By Sylvia Foley, AJN senior editor

A few years ago, in a letter to the editor of another journal, an NP described how one of her patients, a man on home hospice care, had suffered 33 shocks as he lay dying in his wife’s arms. The source of those shocks, his implantable cardioverter-defibrillator (ICD), reportedly “got so hot that it burned through his skin.” The device that had been implanted to save his life caused this man and his wife great distress in his final hours. Device deactivation at the end of life is an option; but in this case, apparently, it had never been discussed.

Stories like this one helped to inspire the research reported in this month’s CE feature, “Deactivation of ICDs at the End of Life: A Systematic Review of Clinical Practices and Provider and Patient Attitudes,” by James Russo.

Lightning by snowpeak, via Flickr

ICDs, standard treatment for people at risk for life-threatening cardiac arrhythmias, work to restore normal rhythm by delivering a high-energy, painful electrical shock.

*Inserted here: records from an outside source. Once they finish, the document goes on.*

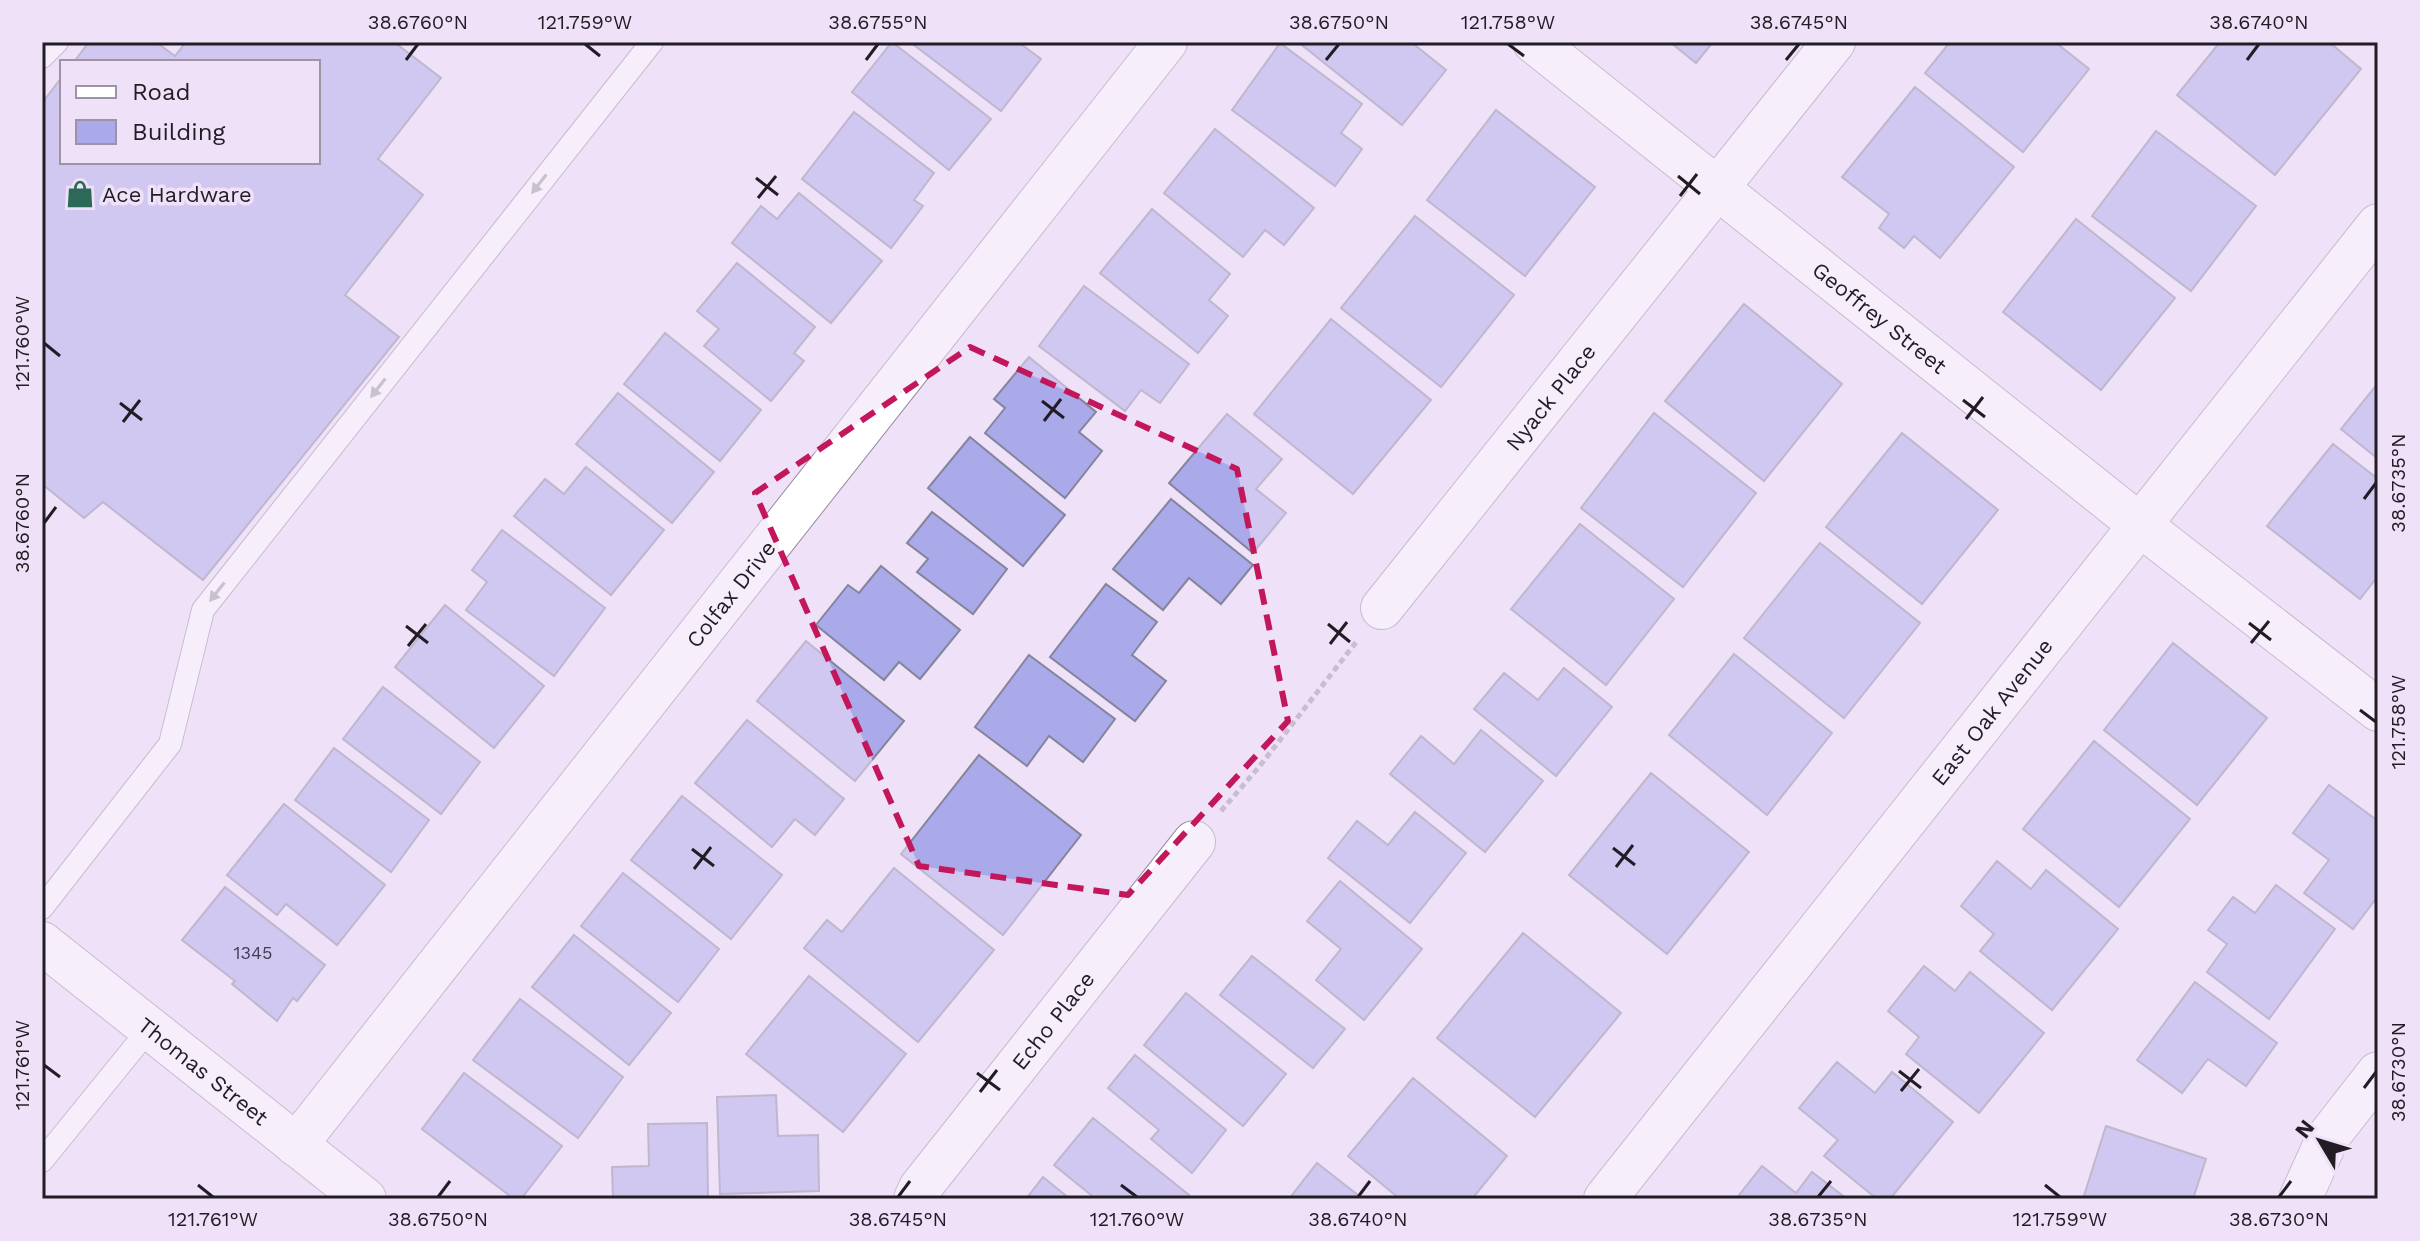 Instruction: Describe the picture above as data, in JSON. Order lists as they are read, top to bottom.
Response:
{
  "streets": {
    "street": [
      "Geoffrey Street",
      "Nyack Place",
      "Colfax Drive",
      "East Oak Avenue",
      "Echo Place",
      "Thomas Street"
    ]
  },
  "crossings": [
    ["Geoffrey Street", "Nyack Place"],
    ["Geoffrey Street", "East Oak Avenue"],
    ["Colfax Drive", "Thomas Street"]
  ],
  "places": {
    "shop": ["Ace Hardware"]
  },
  "house_numbers": ["1345"],
  "legend": ["Road", "Building"],
  "north": "top left",
  "coordinates": [
    "38.6760°N",
    "121.759°W",
    "38.6755°N",
    "38.6750°N",
    "121.758°W",
    "38.6745°N",
    "38.6740°N",
    "121.760°W",
    "38.6735°N",
    "121.761°W",
    "38.6730°N"
  ]
} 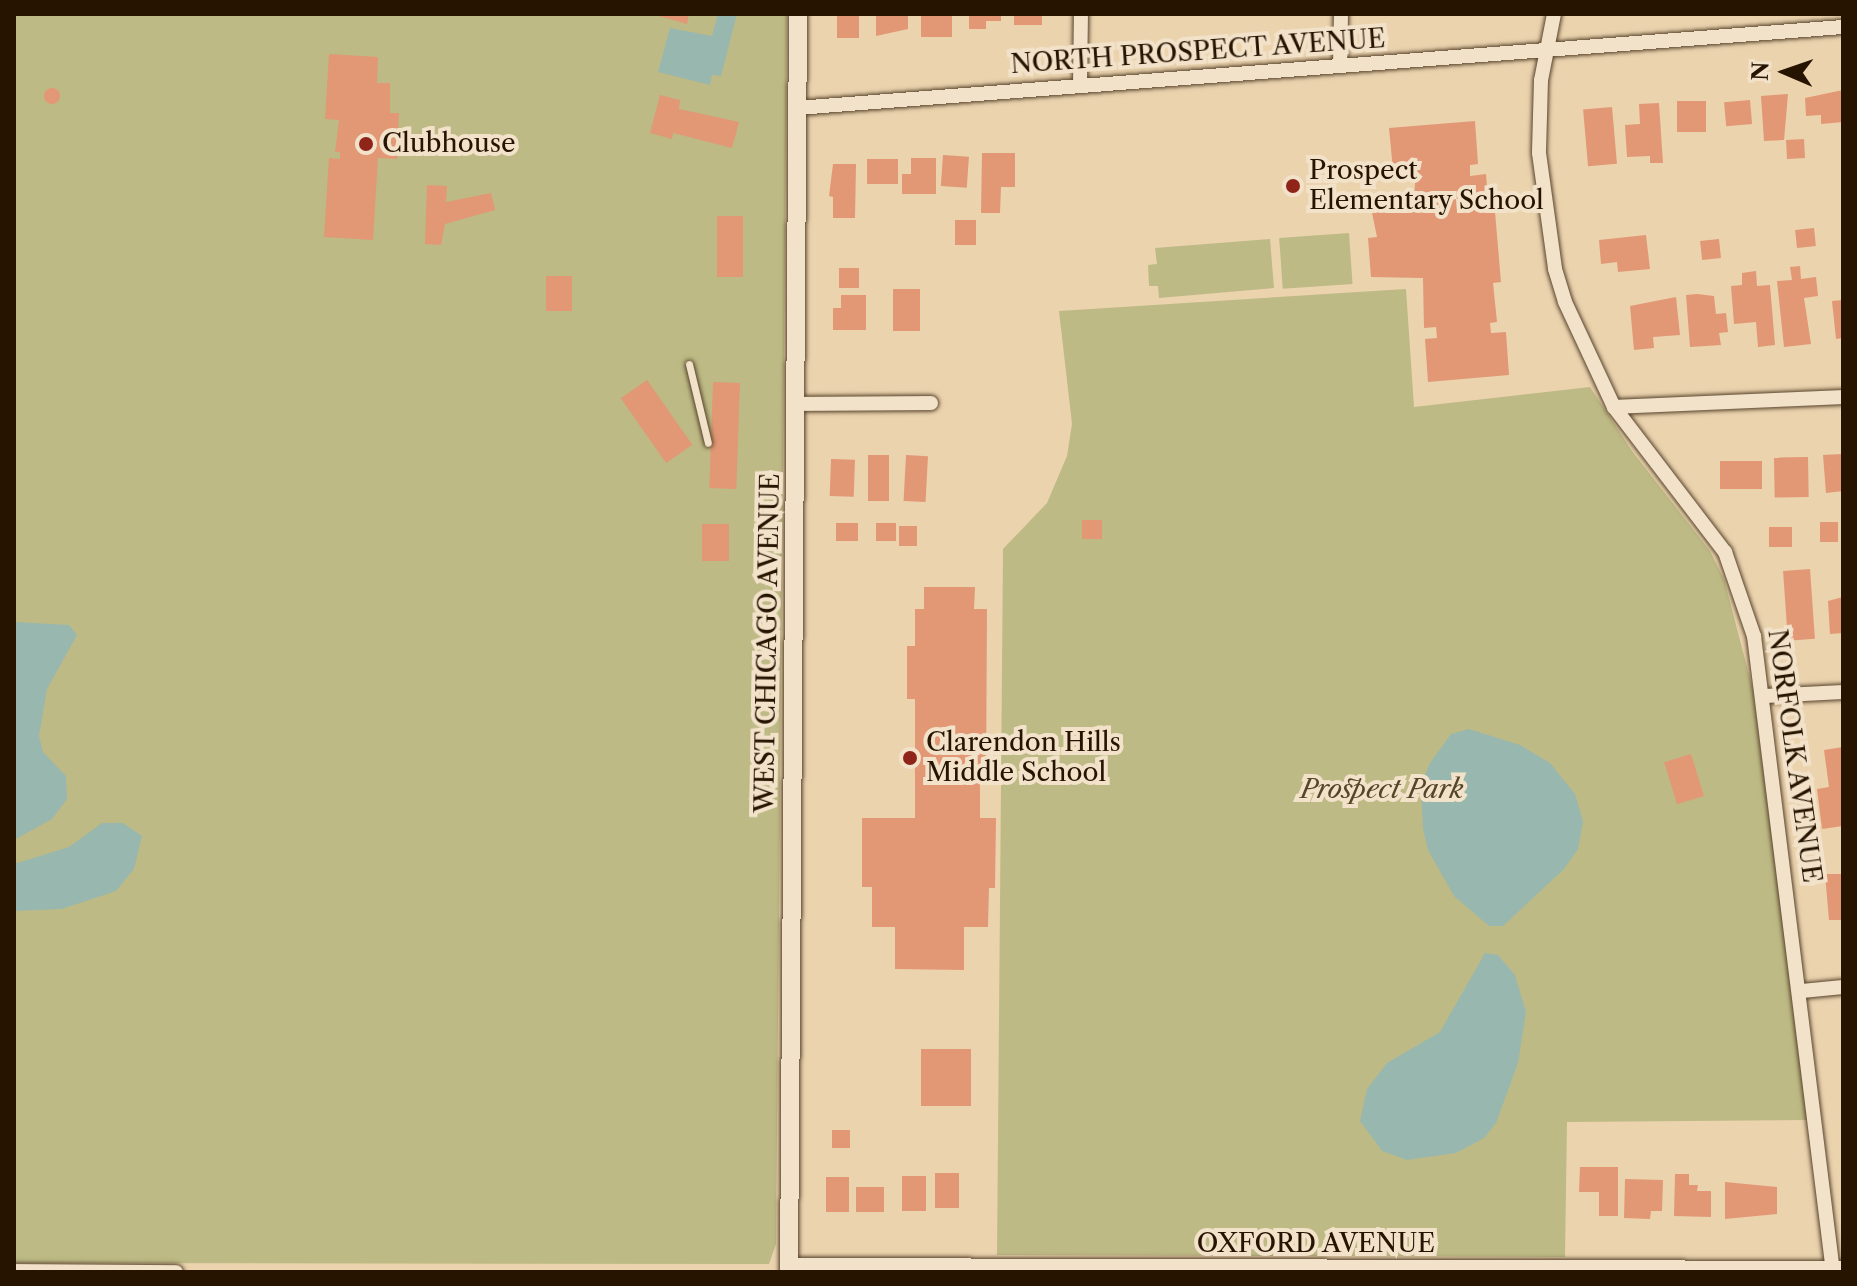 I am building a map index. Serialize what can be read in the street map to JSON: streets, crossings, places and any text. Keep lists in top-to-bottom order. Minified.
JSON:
{"streets":{"main road":["WEST CHICAGO AVENUE"],"street":["NORTH PROSPECT AVENUE","NORFOLK AVENUE","OXFORD AVENUE"]},"crossings":[["NORTH PROSPECT AVENUE","WEST CHICAGO AVENUE"],["NORTH PROSPECT AVENUE","NORFOLK AVENUE"],["WEST CHICAGO AVENUE","OXFORD AVENUE"],["NORFOLK AVENUE","OXFORD AVENUE"]],"parks":["Prospect Park"],"places":["Clubhouse","Prospect Elementary School","Clarendon Hills Middle School"],"north":"left"} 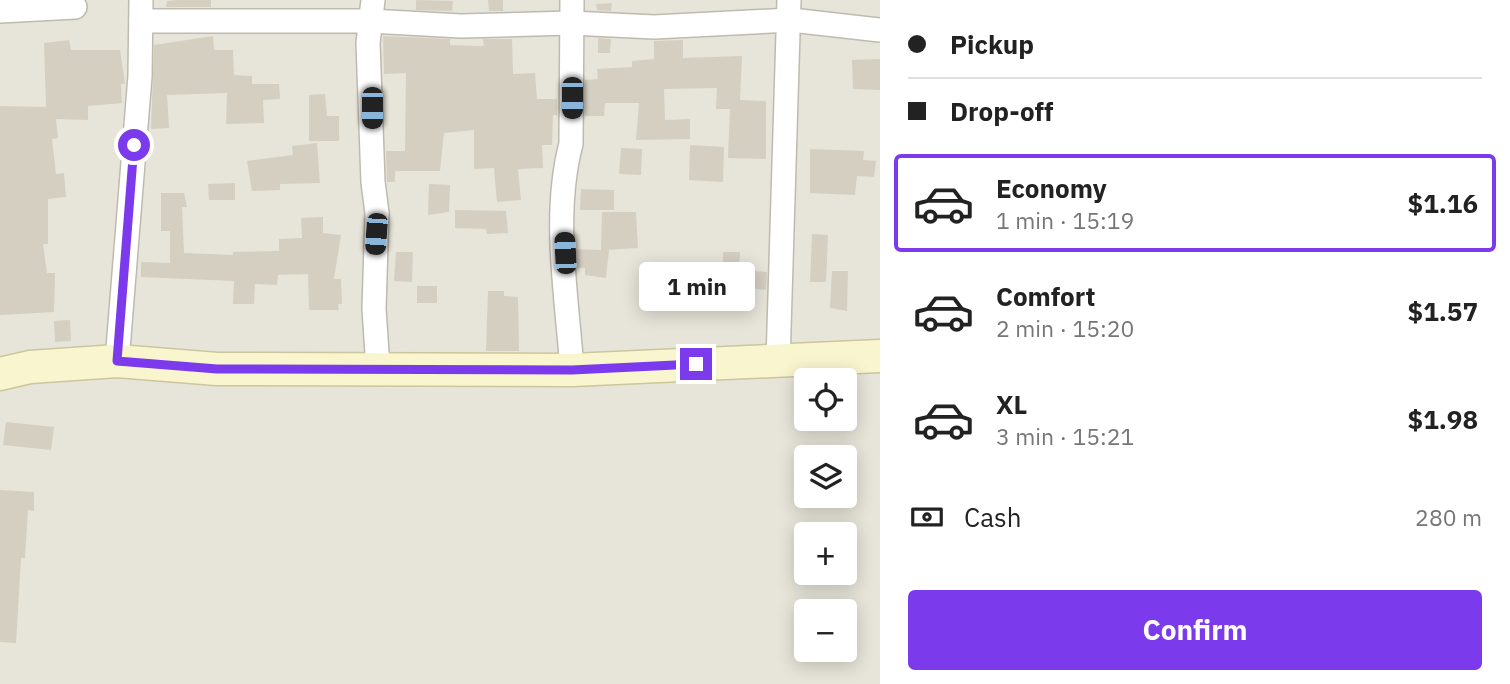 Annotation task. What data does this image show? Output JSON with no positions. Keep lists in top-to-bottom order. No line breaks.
{"page":{"banner":["Pickup","Drop-off"],"list":[{"name":"Economy","note":"1 min · 15:19","value":"$1.16"},{"name":"Comfort","note":"2 min · 15:20","value":"$1.57"},{"name":"XL","note":"3 min · 15:21","value":"$1.98"}],"bubble":"1 min","map_buttons":["+","−"],"pay":["Cash","280 m"],"buttons":"Confirm"}}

The devices are so effective that people with ICDs often die from causes other than heart disease. But once a person with an ICD begins actively dying, as in the case above, the device may cause needless pain and prolonged suffering. So it’s essential for providers and patients to talk about the possibility of deactivation, well in advance of such crises.

Russo, the coordinator of the pacemaker clinic at the Department of Veterans Affairs Medical Center in New York City, wanted to better understand why providers and patients weren’t discussing this possibility and to find ways to promote more timely discussions. Read the rest of this entry ?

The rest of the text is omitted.